GOP candidate Westrom talks Obamacare, guns, Keystone in Bemidji
BEMIDJI -- Endorsed GOP candidate for U.S. Congress Torrey Westrom on Tuesday visited Bemidji for an interview with the Pioneer. The House hopeful talked about Obamacare, the Keystone XL pipeline, guns and immigration.
Westrom was campaigning in the northern reaches of Minnesota's Seventh Congressional District, where the state senator from Elbow Lake aims to unseat Democrat Collin Peterson.
Westrom called for repealing and replacing Obamacare. Although Peterson initially voted against the law in 2010, Westrom said Peterson "flipped" in subsequently voting against its repeal.
"He's voted to keep it the law of the land since," Westrom said. "That's the difference between him and me."
Westrom said he had been following the crisis of unaccompanied Central American child migrants coming to the U.S., which took a Minnesota twist recently when U.S. Rep. Keith Ellison, D-Minn., proposed housing some of the children in the state. When asked if the state should house the children, Westrom explained what he thought the larger issue at hand is.
"I think probably the bigger policy is, we need to send these children back to their parents," he said. "I think we need to take efforts to enforce the borders, stop the huge surge and reunite those children with their parents and families."
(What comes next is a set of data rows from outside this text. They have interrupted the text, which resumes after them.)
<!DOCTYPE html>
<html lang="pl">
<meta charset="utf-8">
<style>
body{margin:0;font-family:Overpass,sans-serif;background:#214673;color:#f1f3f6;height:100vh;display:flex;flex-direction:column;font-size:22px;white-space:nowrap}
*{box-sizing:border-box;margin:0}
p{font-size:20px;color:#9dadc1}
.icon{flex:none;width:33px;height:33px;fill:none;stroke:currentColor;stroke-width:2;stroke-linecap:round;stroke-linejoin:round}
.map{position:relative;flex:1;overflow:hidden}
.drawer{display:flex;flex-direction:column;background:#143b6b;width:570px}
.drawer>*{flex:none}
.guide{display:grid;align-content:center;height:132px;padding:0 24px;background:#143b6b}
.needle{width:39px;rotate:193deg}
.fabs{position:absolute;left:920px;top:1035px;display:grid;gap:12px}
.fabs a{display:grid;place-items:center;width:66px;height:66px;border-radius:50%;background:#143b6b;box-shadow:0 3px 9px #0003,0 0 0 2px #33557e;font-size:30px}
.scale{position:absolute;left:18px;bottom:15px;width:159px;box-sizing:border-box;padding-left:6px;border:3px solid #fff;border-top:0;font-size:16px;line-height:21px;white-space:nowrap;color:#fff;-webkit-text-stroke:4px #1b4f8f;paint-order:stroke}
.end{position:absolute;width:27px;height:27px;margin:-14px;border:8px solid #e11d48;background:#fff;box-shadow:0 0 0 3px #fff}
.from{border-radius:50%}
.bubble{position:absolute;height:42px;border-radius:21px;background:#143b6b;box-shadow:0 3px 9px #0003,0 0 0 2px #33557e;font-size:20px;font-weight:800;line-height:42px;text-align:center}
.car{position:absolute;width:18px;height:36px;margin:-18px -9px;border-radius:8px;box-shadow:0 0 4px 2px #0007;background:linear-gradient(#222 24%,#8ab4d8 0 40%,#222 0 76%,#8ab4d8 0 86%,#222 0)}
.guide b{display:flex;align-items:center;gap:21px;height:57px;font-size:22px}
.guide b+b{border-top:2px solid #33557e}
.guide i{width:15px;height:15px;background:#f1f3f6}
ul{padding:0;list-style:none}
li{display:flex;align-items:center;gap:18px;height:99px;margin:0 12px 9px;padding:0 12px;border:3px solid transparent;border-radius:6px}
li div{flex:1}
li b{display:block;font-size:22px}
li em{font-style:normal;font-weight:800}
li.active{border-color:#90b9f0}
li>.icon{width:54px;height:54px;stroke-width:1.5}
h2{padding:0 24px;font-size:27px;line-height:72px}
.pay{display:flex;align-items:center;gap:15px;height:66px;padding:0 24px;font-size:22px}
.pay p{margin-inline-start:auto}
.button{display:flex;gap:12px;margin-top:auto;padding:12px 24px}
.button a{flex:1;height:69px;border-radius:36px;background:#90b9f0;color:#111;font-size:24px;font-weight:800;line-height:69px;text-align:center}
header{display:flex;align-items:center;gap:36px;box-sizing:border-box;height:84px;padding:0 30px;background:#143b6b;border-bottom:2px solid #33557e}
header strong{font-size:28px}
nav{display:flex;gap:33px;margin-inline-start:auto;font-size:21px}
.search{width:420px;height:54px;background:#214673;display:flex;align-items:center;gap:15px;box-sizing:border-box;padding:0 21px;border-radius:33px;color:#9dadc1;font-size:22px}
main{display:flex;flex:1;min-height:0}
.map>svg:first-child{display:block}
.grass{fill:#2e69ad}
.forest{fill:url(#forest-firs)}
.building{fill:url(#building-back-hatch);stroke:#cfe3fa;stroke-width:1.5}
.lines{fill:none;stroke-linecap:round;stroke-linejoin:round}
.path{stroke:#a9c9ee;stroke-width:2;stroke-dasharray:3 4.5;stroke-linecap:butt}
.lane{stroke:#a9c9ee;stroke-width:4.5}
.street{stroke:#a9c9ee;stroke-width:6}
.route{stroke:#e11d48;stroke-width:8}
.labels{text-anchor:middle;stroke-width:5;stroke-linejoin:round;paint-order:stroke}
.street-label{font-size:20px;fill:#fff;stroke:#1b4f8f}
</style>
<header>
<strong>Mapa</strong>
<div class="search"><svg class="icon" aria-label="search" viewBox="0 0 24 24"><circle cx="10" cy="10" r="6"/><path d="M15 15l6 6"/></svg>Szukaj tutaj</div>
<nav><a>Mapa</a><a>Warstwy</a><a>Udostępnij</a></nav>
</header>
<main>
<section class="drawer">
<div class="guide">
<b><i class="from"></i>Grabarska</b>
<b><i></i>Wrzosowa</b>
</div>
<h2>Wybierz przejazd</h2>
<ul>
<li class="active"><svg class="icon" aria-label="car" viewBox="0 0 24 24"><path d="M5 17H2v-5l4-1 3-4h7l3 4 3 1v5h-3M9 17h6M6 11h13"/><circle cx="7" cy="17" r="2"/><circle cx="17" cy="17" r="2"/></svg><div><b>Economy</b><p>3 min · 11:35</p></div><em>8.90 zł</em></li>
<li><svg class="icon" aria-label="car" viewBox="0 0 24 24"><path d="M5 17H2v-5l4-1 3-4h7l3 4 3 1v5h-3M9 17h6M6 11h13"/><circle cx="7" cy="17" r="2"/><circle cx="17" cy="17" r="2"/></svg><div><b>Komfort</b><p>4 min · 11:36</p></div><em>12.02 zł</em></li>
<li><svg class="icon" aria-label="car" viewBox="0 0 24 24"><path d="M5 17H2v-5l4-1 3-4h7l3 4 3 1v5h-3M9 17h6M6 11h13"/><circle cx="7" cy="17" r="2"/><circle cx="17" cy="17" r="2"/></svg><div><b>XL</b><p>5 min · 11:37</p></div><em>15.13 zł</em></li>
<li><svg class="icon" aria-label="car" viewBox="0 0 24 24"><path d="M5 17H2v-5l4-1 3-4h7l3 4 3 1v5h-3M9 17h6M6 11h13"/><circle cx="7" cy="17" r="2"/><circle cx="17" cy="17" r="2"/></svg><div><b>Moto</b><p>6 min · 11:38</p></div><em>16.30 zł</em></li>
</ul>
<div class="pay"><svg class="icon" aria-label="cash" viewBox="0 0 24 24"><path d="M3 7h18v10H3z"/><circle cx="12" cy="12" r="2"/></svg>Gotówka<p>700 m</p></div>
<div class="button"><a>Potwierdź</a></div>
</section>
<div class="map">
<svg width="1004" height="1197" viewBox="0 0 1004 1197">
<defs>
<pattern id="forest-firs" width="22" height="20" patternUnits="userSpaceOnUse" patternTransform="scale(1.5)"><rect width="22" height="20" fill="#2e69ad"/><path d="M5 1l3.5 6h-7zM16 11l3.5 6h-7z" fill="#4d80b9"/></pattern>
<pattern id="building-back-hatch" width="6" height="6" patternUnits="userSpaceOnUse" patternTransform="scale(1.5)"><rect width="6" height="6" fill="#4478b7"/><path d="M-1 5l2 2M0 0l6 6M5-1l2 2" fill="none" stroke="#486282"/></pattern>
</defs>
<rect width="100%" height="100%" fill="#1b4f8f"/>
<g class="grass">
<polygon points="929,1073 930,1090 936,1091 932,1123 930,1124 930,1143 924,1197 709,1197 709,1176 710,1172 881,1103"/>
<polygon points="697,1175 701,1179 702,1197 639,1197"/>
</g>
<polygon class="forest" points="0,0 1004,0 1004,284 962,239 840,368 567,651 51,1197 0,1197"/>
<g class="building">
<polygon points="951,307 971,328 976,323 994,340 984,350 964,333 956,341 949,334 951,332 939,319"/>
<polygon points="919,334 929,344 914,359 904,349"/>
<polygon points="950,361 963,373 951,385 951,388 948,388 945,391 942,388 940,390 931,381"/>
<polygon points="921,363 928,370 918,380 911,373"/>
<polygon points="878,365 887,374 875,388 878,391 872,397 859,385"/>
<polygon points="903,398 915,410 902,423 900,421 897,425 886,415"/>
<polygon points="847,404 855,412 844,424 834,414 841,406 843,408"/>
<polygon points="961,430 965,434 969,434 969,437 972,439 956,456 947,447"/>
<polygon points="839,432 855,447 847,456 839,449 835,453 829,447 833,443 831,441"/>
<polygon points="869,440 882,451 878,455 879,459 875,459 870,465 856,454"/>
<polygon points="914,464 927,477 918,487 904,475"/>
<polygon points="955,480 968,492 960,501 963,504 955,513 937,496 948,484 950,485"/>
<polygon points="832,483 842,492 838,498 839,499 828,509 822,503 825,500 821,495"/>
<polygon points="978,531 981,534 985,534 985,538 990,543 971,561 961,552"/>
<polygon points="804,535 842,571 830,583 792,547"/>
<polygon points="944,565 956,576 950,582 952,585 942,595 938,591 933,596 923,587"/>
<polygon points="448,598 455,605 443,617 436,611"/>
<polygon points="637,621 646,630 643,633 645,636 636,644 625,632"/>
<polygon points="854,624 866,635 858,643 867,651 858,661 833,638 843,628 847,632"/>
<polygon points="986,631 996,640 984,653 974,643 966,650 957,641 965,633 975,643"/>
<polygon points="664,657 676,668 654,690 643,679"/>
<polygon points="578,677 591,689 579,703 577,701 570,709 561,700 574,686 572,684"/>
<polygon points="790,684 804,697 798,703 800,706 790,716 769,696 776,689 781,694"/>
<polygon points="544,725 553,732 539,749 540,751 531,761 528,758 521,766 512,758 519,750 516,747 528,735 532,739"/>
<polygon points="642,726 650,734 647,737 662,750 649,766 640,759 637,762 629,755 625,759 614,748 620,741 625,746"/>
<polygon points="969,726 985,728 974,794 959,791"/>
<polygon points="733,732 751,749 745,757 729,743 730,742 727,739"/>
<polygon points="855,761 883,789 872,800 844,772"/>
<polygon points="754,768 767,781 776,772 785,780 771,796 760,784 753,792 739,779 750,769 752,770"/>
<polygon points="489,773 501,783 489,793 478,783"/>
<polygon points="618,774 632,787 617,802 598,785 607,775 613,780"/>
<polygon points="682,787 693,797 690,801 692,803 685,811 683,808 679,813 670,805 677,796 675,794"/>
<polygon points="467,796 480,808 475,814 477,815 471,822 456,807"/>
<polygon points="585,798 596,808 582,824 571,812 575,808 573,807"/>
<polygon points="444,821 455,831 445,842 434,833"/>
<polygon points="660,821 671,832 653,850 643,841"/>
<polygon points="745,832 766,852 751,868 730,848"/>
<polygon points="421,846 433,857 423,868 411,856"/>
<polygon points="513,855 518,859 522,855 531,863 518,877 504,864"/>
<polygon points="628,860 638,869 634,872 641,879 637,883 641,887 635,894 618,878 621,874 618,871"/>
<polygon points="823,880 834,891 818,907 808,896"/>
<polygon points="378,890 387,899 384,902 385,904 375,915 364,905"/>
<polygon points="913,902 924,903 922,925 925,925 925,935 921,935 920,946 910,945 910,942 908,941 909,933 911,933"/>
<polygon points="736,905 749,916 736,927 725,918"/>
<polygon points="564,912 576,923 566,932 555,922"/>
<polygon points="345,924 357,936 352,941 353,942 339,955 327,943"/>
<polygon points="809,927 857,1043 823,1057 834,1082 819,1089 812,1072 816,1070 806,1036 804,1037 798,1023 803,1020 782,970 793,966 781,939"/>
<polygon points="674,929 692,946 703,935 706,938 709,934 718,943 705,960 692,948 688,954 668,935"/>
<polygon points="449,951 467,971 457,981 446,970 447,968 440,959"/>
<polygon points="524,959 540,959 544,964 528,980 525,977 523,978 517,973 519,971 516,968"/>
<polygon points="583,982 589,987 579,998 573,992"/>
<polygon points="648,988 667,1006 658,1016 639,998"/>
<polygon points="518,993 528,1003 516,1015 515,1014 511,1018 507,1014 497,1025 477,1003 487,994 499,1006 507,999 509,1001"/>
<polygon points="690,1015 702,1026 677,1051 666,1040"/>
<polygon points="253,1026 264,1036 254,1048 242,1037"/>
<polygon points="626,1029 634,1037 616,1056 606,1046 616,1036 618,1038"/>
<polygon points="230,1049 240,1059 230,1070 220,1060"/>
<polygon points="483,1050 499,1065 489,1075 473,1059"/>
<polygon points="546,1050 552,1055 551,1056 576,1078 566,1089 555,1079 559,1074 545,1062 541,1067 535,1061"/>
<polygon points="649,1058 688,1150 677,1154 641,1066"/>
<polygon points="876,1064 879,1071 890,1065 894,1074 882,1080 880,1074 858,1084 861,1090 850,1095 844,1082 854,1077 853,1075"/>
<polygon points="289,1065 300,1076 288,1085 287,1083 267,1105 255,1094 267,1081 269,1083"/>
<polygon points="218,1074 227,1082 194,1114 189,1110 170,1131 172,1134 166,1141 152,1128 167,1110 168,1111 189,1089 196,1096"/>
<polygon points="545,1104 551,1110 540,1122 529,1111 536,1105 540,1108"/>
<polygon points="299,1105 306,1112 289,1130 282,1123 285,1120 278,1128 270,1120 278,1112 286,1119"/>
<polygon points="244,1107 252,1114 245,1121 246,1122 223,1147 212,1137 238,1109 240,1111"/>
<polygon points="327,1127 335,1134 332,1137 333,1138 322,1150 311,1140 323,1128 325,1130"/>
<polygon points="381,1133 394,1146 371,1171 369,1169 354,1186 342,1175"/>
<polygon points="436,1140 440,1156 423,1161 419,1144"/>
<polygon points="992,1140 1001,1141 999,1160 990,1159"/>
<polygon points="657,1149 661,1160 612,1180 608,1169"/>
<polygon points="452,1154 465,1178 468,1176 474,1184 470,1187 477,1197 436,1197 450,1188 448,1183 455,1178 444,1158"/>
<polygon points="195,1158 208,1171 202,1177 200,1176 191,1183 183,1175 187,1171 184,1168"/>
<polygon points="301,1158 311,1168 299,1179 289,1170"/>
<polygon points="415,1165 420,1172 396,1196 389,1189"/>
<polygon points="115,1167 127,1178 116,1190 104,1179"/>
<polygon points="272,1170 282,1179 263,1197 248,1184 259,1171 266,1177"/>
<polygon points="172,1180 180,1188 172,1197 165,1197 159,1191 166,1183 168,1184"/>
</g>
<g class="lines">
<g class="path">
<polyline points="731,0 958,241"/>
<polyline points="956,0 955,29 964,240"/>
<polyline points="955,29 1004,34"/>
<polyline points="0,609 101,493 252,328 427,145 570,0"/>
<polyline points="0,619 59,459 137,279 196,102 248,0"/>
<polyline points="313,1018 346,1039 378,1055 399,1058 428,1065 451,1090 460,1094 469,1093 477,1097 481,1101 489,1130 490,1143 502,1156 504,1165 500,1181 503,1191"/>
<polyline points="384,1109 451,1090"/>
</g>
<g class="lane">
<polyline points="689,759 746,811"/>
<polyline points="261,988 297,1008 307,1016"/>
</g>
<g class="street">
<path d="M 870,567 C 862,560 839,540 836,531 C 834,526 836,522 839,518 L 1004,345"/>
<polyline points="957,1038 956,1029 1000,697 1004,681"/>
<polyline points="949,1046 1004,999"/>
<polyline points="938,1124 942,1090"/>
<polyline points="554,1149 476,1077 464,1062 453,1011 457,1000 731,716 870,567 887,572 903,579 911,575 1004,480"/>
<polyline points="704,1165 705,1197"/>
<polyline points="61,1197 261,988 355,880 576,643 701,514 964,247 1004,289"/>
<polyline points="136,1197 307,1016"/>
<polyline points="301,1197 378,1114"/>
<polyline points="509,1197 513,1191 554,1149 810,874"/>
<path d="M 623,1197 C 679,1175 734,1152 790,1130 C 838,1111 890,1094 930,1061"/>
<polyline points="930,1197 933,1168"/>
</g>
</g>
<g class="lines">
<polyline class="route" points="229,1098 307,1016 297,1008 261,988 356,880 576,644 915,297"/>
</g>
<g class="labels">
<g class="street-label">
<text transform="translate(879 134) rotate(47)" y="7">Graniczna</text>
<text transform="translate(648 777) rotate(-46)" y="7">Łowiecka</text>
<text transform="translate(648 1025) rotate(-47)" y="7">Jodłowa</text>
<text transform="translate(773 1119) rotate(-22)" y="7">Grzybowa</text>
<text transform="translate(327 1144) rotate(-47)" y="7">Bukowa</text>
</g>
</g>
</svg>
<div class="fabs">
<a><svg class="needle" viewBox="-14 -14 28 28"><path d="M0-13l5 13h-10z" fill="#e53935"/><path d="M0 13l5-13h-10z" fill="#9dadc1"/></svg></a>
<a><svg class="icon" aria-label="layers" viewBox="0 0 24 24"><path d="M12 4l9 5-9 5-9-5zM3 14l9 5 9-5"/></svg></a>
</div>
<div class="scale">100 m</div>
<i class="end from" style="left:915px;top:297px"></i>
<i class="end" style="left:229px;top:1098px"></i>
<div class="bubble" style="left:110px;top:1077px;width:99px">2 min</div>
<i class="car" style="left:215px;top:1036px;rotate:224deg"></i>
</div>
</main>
Democrats are to blame for the delay in constructing the Keystone XL oil pipeline, adversely affecting Minnesota, Westrom claimed. If the pipeline is constructed, it would help alleviate supply shortages caused by oil traffic on railroads, he said.
"That is burdening our state because of the rail car shortage," he said. "Farmers can't get their grain hauled to market nearly as cost-effective as they used too. They can't even get railroad cars to haul propane in."
Westrom is a proponent of gun rights, and said the Second Amendment granting the right to bear arms is just as important as the First Amendment, which grants the right to free speech (among others).
However, when asked if there were any federal gun regulations he took issue with, he said he isn't pushing for any major changes.
"Right now I'm not advocating for... significant modifications to what we've got," he said. "We've got lots of laws on the books. (We) certainly should enforce the ones we have before we start pushing for more, and I would not be a supporter of more gun control that's being pushed by the Democratic Party."
Westrom said he "cut his teeth" on politics as a young adult pursuing a bachelor's degree in political science at BSU. He helped reinvigorate the College Republicans following a decline in activity with the group, he said. Westrom later obtained his J.D. from William Mitchell College of Law.
He lost his eyesight in a farm-related auto accident as a teenager.